MATERIAL PROVIDED:

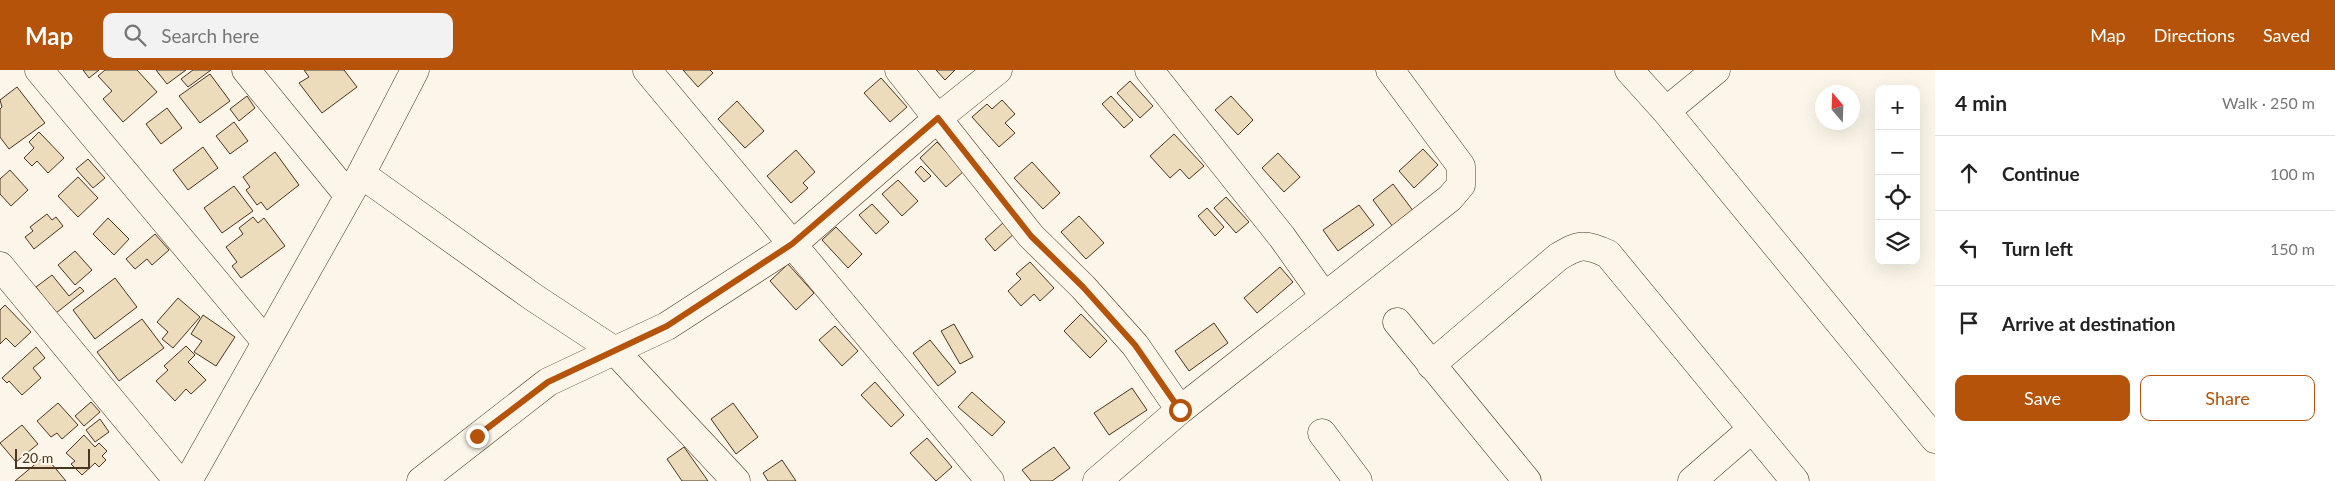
<!DOCTYPE html>
<html lang="en">
<head>
<meta charset="utf-8">
<style>
	:root { --surface:#fff; --page:#f2f2f2; --text:#222; --muted:#767676; --line:#e0e0e0; --accent:#b45309 }
	body { margin:0; font-family:Lato,sans-serif; background:var(--page); color:var(--text) }
	.controls { position:absolute; right:15px; top:15px; display:grid; overflow:hidden; border-radius:10px; box-shadow:0 5px 20px #0002 }
	.controls button { width:45px; height:45px; display:grid; place-items:center; padding:0; border:0; border-bottom:1px solid var(--line); background:var(--surface); color:var(--text); font:25px sans-serif }
	.compass { position:absolute; left:1815px; top:15px; width:45px; height:45px; border-radius:50%; background:var(--surface); box-shadow:0 5px 20px #0002; rotate:341deg }
	.scale { position:absolute; left:15px; bottom:12px; width:75px; box-sizing:border-box; padding-left:5px; border:2px solid #4a3520; border-top:0; font-size:14px; line-height:18px; white-space:nowrap; color:#4a3520; -webkit-text-stroke:4px #fbf6e9; paint-order:stroke }
	.stop { position:absolute; width:15px; height:15px; margin:-11px; border:4px solid #b45309; border-radius:50%; background:#fff }
	.stop.end { background:#b45309; border-color:#fff; box-shadow:0 1px 5px #0008 }
	.list { margin:0; padding:0; list-style:none }
	h2 { display:flex; justify-content:space-between; align-items:center; height:65px; margin:0; padding:0 20px; font-size:21px }
	h2 small { font-size:16px; font-weight:400; color:var(--muted) }
	.list li { display:grid; grid-template-columns:32px 1fr auto; gap:15px; align-items:center; box-sizing:border-box; height:75px; padding:0 20px; border-top:1px solid var(--line) }
	.list b { display:block; font-size:19px; white-space:nowrap }
	.list em { font-size:16px; font-style:normal; color:var(--muted) }
	.actions { display:flex; gap:10px; padding:15px 20px }
	.actions a { flex:1; padding:11px 0; border:1px solid var(--accent); border-radius:10px; text-align:center; font-size:18px; color:var(--accent) }
	.actions .main { background:var(--accent); color:#fff }
	.icon { flex:none; width:28px; height:28px; fill:none; stroke:currentColor; stroke-width:2; stroke-linecap:round; stroke-linejoin:round }
	.map { position:relative; flex:none; width:1935px; height:411px; overflow:hidden }
	header { display:flex; align-items:center; gap:30px; box-sizing:border-box; height:70px; padding:0 25px; background:var(--accent); color:#fff }
	header strong { font-size:24px }
	nav { display:flex; gap:28px; margin-inline-start:auto; font-size:18px }
	.search { width:350px; height:45px; background:var(--page); display:flex; align-items:center; gap:12px; box-sizing:border-box; padding:0 18px; border-radius:10px; color:var(--muted); font-size:19px }
	main { display:flex }
	aside { flex:1; background:var(--surface) }
	.map>svg:first-child { display:block }
	.building { fill:#ecdcbc; stroke:#4a3520 }
	.lines { fill:none; stroke-linecap:round; stroke-linejoin:round }
	.minor-casing { stroke:#4a3520; stroke-width:29 }
	.minor { stroke:#fbf6e9; stroke-width:28 }
	.route { stroke:#b45309; stroke-width:6 }
</style>
</head>
<body>
<header>
<strong>Map</strong>
<div class="search"><svg class="icon" aria-label="search" viewBox="0 0 24 24"><circle cx="10" cy="10" r="6"/><path d="M15 15l6 6"/></svg>Search here</div>
<nav><a>Map</a><a>Directions</a><a>Saved</a></nav>
</header>
<main>
<div class="map">
<svg width="1935" height="411" viewBox="0 0 1935 411">
	<rect width="100%" height="100%" fill="#fbf6e9"/>
	<path class="building" d="M 83,0 L 99,0 L 89,8 Z
		M 105,0 L 137,0 L 157,22 L 123,52 L 103,29 L 112,21 L 98,6 Z
		M 156,0 L 186,0 L 167,14 Z
		M 193,0 L 211,0 L 188,17 L 181,9 Z
		M 304,0 L 344,0 L 357,17 L 322,43 L 299,13 L 309,7 Z
		M 683,0 L 710,0 L 713,3 L 698,17 Z
		M 936,0 L 955,0 L 945,10 Z
		M 210,4 L 230,31 L 200,53 L 179,26 Z
		M 881,8 L 907,37 L 890,52 L 864,23 Z
		M 1130,11 L 1153,36 L 1140,48 L 1117,23 Z
		M 17,17 L 45,53 L 9,79 L 0,67 L 0,39 L 2,37 L 0,30 Z
		M 247,26 L 255,38 L 239,51 L 230,39 Z
		M 1111,26 L 1133,50 L 1124,58 L 1102,34 Z
		M 1231,26 L 1253,50 L 1238,65 L 1215,40 Z
		M 1002,30 L 1015,44 L 1005,53 L 1015,63 L 999,77 L 972,47 L 987,34 L 992,39 Z
		M 737,31 L 764,61 L 745,78 L 718,49 Z
		M 167,38 L 182,58 L 161,74 L 146,54 Z
		M 234,52 L 248,71 L 230,84 L 216,66 Z
		M 39,62 L 64,88 L 48,103 L 37,91 L 32,96 L 24,88 L 34,78 L 29,72 Z
		M 1174,64 L 1204,96 L 1189,109 L 1180,99 L 1170,108 L 1150,86 Z
		M 937,72 L 964,101 L 946,117 L 920,88 Z
		M 203,77 L 218,98 L 188,120 L 173,100 Z
		M 1423,79 L 1438,95 L 1414,118 L 1399,101 Z
		M 796,80 L 815,102 L 803,113 L 808,118 L 791,133 L 767,106 Z
		M 275,82 L 299,115 L 267,140 L 261,132 L 257,135 L 246,120 L 250,117 L 243,107 Z
		M 1278,83 L 1300,107 L 1284,122 L 1262,98 Z
		M 88,89 L 105,108 L 93,118 L 76,99 Z
		M 1032,92 L 1060,123 L 1043,139 L 1014,108 Z
		M 921,96 L 931,106 L 924,112 L 915,102 Z
		M 10,100 L 28,120 L 11,136 L 0,124 L 0,109 Z
		M 78,107 L 98,128 L 78,147 L 58,126 Z
		M 898,110 L 918,131 L 902,146 L 882,124 Z
		M 1393,114 L 1414,142 L 1393,157 L 1373,130 Z
		M 234,116 L 253,141 L 222,163 L 204,138 Z
		M 1226,127 L 1249,152 L 1236,163 L 1214,138 Z
		M 872,134 L 889,152 L 876,164 L 859,145 Z
		M 1359,135 L 1374,155 L 1338,181 L 1323,160 Z
		M 1207,138 L 1224,157 L 1215,166 L 1198,146 Z
		M 47,144 L 52,150 L 56,147 L 63,156 L 34,179 L 25,167 L 33,161 L 30,157 Z
		M 1079,146 L 1104,173 L 1086,189 L 1061,162 Z
		M 253,147 L 258,153 L 264,148 L 285,176 L 241,208 L 232,196 L 237,192 L 226,177 L 243,164 L 239,158 Z
		M 108,148 L 129,169 L 114,185 L 93,164 Z
		M 1004,152 L 1015,163 L 995,181 L 985,169 Z
		M 836,157 L 862,184 L 848,198 L 822,170 Z
		M 155,164 L 169,180 L 152,195 L 147,189 L 135,199 L 126,189 Z
		M 75,181 L 92,200 L 75,215 L 58,195 Z
		M 1030,192 L 1054,218 L 1040,231 L 1034,224 L 1021,236 L 1008,221 L 1021,209 L 1016,204 Z
		M 788,194 L 814,223 L 796,240 L 770,211 Z
		M 1280,197 L 1293,212 L 1257,243 L 1244,228 Z
		M 52,205 L 69,226 L 80,217 L 84,221 L 56,243 L 36,217 Z
		M 115,208 L 137,237 L 95,269 L 73,240 Z
		M 178,228 L 200,247 L 173,278 L 162,269 L 168,262 L 157,252 Z
		M 5,235 L 31,262 L 15,277 L 6,268 L 0,274 L 0,240 Z
		M 1081,244 L 1107,271 L 1090,288 L 1064,261 Z
		M 203,245 L 235,267 L 216,296 L 194,282 L 202,271 L 191,264 Z
		M 142,249 L 164,278 L 119,311 L 97,282 Z
		M 1214,253 L 1228,273 L 1189,301 L 1175,281 Z
		M 954,254 L 973,287 L 960,294 L 941,261 Z
		M 835,256 L 858,281 L 842,296 L 819,270 Z
		M 930,270 L 956,302 L 938,316 L 913,283 Z
		M 186,276 L 195,285 L 188,292 L 206,310 L 191,324 L 186,319 L 175,331 L 156,311 L 168,300 L 164,296 Z
		M 36,277 L 45,288 L 33,298 L 41,308 L 22,325 L 9,311 L 7,313 L 2,308 Z
		M 875,312 L 904,345 L 891,357 L 861,325 Z
		M 1132,318 L 1147,340 L 1109,365 L 1094,343 Z
		M 972,322 L 1005,352 L 992,366 L 958,337 Z
		M 91,332 L 100,342 L 84,356 L 75,346 Z
		M 58,333 L 78,355 L 62,369 L 57,363 L 51,367 L 37,351 Z
		M 733,333 L 758,367 L 736,384 L 711,349 Z
		M 100,349 L 109,362 L 95,372 L 86,360 Z
		M 22,355 L 38,374 L 16,392 L 0,373 Z
		M 84,365 L 95,377 L 99,373 L 107,381 L 102,386 L 106,390 L 99,397 L 95,393 L 82,405 L 71,394 L 75,391 L 66,383 Z
		M 927,368 L 952,397 L 936,411 L 910,383 Z
		M 684,377 L 708,411 L 682,411 L 667,389 Z
		M 1054,377 L 1070,398 L 1052,411 L 1031,411 L 1022,400 Z
		M 45,386 L 66,411 L 15,411 Z
		M 782,390 L 796,411 L 768,411 L 763,403 Z"/>
	<g class="lines">
		<defs>
			<path id="minor" d="M 39,0 L 266,272
				M 246,0 L 348,125
				M 647,0 L 990,411
				M 899,0 L 1031,166 L 1083,217 L 1135,275 L 1180,340
				M 1149,0 L 1282,167 L 1324,226
				M 1629,0 L 1666,41 L 1935,369
				M 1666,41 L 1716,0
				M 361,104 L 533,227 L 615,281 L 736,411
				M 0,196 L 178,411
				M 1397,252 L 1527,411
				M 1431,295 L 1558,187 C 1579,174 1585,173 1608,184 L 1795,411
				M 1322,363 L 1358,411
				M 188,411 L 361,104 L 415,0
				M 421,411 L 548,312 L 667,256 L 792,175 L 938,48 L 998,0
				M 1097,411 L 1180,340 L 1450,128 L 1461,115 L 1461,96 L 1390,0
				M 1692,411 L 1752,359"/>
		</defs>
		<use href="#minor" class="minor-casing"/>
		<use href="#minor" class="minor"/>
	</g>
	<g class="lines">
		<path class="route" d="M 477,366 L 548,312 L 667,256 L 792,174 L 938,48 L 1031,166 L 1083,217 L 1135,275 L 1180,340"/>
	</g>
</svg>
<div class="controls">
<button>+</button>
<button>−</button>
<button><svg class="icon" aria-label="locate" viewBox="0 0 24 24"><circle cx="12" cy="12" r="6"/><path d="M12 2v4M12 18v4M2 12h4M18 12h4"/></svg></button>
<button><svg class="icon" aria-label="layers" viewBox="0 0 24 24"><path d="M12 4l9 5-9 5-9-5zM3 14l9 5 9-5"/></svg></button>
</div>
<svg class="compass" viewBox="-18 -18 36 36"><path d="M0-13l5 13h-10z" fill="#e53935"/><path d="M0 13l5-13h-10z" fill="#767676"/></svg>
<div class="scale">20 m</div>
<div class="stop" style="left:1180px;top:340px"></div>
<div class="stop end" style="left:477px;top:366px"></div>
</div>
<aside>
<h2>4 min<small>Walk · 250 m</small></h2>
<ul class="list">
<li><svg class="icon" aria-label="ahead" viewBox="0 0 24 24"><path d="M12 20V5M6 11l6-6 6 6"/></svg><div><b>Continue</b></div><em>100 m</em></li>
<li><svg class="icon" aria-label="left" viewBox="0 0 24 24"><path d="M17 20v-9H6M10 6l-5 5 5 5"/></svg><div><b>Turn left</b></div><em>150 m</em></li>
<li><svg class="icon" aria-label="arrive" viewBox="0 0 24 24"><path d="M6 21V4h12l-3 4 3 4H6"/></svg><div><b>Arrive at destination</b></div></li>
</ul>
<div class="actions"><a class="main">Save</a><a>Share</a></div>
</aside>
</main>
</body>
</html>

WHAT IS BEING ASKED: Only the lines above starting at the line that holds "M 186,276 L" and ending at the line that holds "M 1132,318 L" are to be repeated, exactly and in full.

WRITTEN ANSWER:
		M 186,276 L 195,285 L 188,292 L 206,310 L 191,324 L 186,319 L 175,331 L 156,311 L 168,300 L 164,296 Z
		M 36,277 L 45,288 L 33,298 L 41,308 L 22,325 L 9,311 L 7,313 L 2,308 Z
		M 875,312 L 904,345 L 891,357 L 861,325 Z
		M 1132,318 L 1147,340 L 1109,365 L 1094,343 Z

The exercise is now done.